Leveling Up in Life

“Everything is figureoutable.”

Marie Forleo 

 

A habit that I have when it comes to video games is to play them at the highest difficulty.

I might seem like a nutcase for doing so, and well, maybe part of it does have to do with my curious and adventurous nature — but it has taught valuable lessons on overcoming hardship.

For one thing, I’ve learned that there are always smarter and better ways to do things than we intuitively think. 

Whether in a video game or in life, things are usually not as difficult as we make them. We tend to displace our fear and stress towards our challenges. We take the hardest path because it’s the only one that we immediately see. 

More often than not, elbow grease doesn’t get you anywhere far in video games when you’re playing at the hardest difficulty. Using sheer strength and willpower usually sends you right to your grave. 

But if we only think for a moment, it would be a huge game-changer. Video games reward you for playing smart.  

With that, a question I love to ask myself is, “How would this look like if it were easy?”

Beating “The Witcher 3” on Death March difficulty showed me that its impossibly difficult battles can be made much more doable if we know our own gear and abilities well, and if we pay attention to our opponent’s movements and weaknesses.

This mindset has helped me a lot when I was in university, among other things. I’ve always hated memorizing and rote-learning, because they’re too overwhelming and they of course do little in actually helping you understand the material.

So, I would revise by lecturing a presentation to myself, because it helped me verbalize everything in my own understanding. If it’s a technical subject like math, I would explain the rationale for my workings whenever I’m doing practice sets.

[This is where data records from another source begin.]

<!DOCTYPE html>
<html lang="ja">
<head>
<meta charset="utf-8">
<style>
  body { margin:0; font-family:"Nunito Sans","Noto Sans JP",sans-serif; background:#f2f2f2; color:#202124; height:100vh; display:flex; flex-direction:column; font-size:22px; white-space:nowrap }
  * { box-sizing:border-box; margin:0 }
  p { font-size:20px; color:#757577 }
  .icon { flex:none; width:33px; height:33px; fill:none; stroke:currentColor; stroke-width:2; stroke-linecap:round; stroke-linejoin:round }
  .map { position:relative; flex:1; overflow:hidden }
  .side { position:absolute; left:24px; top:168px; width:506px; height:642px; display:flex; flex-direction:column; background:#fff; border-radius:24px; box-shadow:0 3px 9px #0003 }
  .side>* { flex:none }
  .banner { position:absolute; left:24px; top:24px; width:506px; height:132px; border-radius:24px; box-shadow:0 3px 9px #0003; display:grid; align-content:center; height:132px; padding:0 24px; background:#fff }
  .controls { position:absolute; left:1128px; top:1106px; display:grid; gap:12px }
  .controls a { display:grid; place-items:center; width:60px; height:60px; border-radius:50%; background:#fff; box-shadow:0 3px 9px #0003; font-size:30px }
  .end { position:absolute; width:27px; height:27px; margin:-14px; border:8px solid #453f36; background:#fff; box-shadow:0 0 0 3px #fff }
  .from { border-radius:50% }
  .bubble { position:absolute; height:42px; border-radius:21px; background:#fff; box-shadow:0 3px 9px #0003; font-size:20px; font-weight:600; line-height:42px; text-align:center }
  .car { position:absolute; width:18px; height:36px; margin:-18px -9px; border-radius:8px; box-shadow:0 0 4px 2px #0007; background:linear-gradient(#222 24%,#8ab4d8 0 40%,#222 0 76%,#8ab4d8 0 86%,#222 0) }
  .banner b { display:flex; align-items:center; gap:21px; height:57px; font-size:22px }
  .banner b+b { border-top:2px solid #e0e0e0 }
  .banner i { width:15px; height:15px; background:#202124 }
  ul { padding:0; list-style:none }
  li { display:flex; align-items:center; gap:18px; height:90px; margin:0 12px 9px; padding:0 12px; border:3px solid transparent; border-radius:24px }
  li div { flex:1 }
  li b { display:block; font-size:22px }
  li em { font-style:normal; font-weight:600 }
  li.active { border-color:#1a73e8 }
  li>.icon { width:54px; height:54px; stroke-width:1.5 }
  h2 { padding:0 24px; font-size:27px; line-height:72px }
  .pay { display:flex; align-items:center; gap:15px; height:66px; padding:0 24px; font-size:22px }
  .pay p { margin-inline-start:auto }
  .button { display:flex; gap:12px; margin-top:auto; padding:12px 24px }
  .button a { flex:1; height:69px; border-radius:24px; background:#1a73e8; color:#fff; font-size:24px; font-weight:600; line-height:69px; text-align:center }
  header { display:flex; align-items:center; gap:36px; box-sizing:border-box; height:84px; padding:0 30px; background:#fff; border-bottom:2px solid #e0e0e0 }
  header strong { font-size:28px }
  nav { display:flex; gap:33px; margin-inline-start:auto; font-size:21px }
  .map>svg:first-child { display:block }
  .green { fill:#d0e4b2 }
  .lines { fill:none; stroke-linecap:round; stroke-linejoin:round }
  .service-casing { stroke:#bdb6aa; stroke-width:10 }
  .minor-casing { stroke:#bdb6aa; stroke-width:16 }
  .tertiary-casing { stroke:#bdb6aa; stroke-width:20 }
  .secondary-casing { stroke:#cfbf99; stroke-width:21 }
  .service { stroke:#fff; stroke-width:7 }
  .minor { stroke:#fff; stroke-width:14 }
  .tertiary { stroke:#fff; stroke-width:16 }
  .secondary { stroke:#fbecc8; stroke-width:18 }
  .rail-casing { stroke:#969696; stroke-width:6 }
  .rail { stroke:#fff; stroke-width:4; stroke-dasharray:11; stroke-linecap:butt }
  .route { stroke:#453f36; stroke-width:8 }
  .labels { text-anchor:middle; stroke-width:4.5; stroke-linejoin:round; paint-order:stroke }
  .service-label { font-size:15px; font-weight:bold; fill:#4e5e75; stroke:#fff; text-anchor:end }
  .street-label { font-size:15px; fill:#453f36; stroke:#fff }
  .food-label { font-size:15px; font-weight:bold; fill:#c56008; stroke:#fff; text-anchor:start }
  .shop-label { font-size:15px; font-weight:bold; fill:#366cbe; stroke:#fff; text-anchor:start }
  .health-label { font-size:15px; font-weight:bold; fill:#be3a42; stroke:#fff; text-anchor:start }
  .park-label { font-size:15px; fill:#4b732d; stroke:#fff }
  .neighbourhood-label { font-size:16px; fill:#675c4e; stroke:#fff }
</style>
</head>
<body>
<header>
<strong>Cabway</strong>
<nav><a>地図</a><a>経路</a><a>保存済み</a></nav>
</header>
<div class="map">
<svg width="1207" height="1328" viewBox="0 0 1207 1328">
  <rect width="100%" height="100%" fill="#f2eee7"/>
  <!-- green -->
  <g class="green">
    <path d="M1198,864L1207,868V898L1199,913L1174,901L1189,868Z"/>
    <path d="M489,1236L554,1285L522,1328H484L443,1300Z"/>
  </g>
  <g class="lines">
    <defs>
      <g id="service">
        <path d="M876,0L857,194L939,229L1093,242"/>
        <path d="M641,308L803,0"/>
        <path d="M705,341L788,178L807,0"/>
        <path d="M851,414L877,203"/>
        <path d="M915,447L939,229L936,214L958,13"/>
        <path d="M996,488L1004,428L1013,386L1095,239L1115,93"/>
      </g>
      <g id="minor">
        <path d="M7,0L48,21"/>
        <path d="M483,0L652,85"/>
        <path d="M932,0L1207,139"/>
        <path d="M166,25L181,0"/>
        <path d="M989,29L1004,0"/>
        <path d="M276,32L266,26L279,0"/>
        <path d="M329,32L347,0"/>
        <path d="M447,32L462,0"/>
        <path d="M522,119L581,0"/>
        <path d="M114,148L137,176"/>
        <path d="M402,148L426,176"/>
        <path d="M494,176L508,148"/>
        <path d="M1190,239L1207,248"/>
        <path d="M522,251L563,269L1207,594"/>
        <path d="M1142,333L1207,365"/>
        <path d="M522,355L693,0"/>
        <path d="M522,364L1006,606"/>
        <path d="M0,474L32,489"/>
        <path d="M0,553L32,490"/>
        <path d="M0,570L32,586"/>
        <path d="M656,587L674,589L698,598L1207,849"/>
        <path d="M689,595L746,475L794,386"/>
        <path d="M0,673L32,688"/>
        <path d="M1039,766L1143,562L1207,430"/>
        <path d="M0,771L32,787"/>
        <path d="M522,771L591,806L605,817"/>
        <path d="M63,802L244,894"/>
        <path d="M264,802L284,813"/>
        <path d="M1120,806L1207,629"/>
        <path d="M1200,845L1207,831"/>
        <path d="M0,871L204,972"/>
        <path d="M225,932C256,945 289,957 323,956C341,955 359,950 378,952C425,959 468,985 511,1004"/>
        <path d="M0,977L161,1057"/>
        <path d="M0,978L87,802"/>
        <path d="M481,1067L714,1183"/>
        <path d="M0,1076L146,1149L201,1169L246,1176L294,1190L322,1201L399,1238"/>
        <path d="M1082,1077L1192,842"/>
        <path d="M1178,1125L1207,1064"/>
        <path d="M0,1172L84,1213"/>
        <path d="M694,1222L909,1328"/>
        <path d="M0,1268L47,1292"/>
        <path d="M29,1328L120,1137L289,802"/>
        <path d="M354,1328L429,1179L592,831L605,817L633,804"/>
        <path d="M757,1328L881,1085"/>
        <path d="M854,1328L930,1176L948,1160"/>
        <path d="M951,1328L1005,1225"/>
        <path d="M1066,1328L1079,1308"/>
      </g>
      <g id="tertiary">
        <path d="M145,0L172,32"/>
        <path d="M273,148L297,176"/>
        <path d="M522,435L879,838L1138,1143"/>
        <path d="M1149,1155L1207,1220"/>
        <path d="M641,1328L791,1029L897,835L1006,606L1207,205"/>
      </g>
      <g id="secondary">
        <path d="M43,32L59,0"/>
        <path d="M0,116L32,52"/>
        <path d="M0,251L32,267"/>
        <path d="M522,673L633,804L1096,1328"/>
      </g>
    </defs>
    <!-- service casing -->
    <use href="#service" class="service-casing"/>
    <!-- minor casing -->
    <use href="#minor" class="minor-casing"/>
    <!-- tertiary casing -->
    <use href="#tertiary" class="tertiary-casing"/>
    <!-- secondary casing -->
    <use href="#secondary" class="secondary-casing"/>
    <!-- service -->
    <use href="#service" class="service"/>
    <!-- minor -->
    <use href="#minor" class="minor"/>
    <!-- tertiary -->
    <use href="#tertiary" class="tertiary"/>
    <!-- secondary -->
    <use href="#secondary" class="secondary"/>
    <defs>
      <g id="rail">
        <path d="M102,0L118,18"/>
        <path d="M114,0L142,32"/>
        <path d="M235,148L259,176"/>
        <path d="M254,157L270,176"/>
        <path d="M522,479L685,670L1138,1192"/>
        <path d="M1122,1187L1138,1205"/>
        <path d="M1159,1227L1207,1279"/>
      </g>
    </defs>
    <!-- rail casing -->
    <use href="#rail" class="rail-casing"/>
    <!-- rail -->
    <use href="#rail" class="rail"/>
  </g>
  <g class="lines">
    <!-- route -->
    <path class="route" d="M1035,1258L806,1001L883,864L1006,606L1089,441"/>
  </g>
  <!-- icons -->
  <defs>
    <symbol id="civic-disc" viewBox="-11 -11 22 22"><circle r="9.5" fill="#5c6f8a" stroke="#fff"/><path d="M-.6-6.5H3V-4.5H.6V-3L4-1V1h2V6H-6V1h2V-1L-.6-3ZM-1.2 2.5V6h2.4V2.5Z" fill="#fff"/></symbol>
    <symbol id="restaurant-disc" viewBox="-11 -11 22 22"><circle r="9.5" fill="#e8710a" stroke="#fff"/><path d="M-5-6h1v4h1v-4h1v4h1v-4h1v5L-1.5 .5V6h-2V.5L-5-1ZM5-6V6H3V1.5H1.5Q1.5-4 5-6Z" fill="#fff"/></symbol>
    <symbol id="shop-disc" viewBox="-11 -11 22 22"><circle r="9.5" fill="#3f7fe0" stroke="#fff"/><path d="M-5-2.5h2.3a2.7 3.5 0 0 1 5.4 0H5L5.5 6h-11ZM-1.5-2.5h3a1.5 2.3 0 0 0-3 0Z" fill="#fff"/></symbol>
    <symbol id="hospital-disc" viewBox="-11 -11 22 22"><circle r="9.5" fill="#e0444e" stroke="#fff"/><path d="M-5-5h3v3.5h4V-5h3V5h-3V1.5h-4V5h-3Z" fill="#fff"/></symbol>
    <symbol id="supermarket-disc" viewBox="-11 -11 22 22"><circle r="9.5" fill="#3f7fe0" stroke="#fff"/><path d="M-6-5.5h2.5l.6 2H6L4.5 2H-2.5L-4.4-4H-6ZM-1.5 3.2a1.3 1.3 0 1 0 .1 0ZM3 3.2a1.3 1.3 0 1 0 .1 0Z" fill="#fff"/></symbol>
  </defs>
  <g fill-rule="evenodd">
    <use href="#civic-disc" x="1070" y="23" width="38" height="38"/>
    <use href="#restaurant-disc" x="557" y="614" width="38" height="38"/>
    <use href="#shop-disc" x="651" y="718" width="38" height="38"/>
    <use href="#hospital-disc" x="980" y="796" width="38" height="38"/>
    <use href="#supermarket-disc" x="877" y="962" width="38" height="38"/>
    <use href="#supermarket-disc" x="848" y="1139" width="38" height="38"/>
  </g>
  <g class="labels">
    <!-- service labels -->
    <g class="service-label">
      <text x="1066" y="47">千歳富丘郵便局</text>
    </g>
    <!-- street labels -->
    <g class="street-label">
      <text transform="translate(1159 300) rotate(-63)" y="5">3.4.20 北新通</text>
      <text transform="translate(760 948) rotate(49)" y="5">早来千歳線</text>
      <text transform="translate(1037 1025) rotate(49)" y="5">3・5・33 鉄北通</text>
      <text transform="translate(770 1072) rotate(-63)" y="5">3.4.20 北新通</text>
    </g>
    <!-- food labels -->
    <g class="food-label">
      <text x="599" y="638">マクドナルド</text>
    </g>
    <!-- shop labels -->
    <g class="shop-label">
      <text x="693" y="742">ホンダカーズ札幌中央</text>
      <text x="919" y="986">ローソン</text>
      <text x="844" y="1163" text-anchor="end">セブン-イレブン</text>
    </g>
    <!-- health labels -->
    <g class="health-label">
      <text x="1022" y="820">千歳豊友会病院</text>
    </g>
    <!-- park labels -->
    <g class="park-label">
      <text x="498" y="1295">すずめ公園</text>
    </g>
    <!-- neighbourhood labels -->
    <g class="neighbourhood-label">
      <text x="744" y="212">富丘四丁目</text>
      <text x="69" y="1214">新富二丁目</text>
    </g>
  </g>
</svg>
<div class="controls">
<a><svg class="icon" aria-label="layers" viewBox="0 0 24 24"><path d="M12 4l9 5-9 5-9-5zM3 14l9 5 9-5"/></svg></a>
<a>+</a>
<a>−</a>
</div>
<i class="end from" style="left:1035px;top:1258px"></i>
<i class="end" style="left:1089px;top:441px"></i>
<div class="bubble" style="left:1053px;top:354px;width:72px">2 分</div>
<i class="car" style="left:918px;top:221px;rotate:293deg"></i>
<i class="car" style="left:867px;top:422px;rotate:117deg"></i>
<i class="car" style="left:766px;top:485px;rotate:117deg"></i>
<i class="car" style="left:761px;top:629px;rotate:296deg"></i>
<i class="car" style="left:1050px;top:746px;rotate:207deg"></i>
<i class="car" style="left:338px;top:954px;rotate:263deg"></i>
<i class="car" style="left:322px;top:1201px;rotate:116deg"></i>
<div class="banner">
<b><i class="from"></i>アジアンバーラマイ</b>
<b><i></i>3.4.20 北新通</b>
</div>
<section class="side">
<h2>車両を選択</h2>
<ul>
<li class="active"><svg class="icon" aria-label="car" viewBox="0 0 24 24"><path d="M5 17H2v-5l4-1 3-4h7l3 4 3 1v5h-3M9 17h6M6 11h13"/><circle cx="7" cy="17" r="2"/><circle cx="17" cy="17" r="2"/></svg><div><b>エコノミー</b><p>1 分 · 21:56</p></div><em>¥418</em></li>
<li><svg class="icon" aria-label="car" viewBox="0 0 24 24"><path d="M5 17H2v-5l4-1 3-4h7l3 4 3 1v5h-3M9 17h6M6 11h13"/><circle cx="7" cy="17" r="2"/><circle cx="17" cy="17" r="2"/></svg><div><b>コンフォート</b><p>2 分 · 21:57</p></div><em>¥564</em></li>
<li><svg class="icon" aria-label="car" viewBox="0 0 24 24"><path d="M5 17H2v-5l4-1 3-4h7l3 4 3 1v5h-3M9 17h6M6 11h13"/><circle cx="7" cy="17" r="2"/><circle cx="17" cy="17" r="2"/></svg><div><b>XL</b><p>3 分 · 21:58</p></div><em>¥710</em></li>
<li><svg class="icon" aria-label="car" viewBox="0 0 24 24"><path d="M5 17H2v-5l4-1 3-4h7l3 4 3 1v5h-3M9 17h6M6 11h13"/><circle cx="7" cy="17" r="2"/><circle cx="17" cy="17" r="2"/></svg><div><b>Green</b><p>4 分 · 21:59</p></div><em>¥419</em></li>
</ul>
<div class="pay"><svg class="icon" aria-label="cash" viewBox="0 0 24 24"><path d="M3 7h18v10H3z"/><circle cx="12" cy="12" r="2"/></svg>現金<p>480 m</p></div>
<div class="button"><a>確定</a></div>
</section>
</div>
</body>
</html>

In the end, the information has stuck with me, even long after the exams have passed.

Another thing that playing video games at the highest difficulty has taught me is to simply have fun. 

Sometimes in video games, challenges can still be pretty difficult even once you’ve figured out how to best take them on — especially if they need quick reflexes on your part. Sometimes, you’d see the words “try again” flashing on your screen for the umpteenth time, and you’d be tempted to throw your controller away.

Whenever I find myself getting stressed at a video game, I’d often break into a laugh. After all, it’s just a game — and it’s ridiculous to get worked up over something trivial. 

I would tell myself, “just have fun”. With this mindset, I’d be in a much better position to try again, to focus on one step at a time, and to just enjoy the game. 

I’d tell myself the same thing whenever I’m overwhelmed with work, or whenever I just don’t feel like writing because I’m reluctant to put in the long hours, or because I’m afraid that it wouldn’t turn out well. After shifting my focus towards simply having a good time and putting in one word after another, I would naturally want to give my very best effort.

Playing a video game at its highest difficulty can be a rewarding experience. As it did for me, it can help you see that many things in life are, as entrepreneur Marie Forleo put it, “figureoutable”. 

On another note, it also trains you to not take life too seriously. Every moment, whether good or bad, has some value in them, and every challenge is another opportunity for you to level up.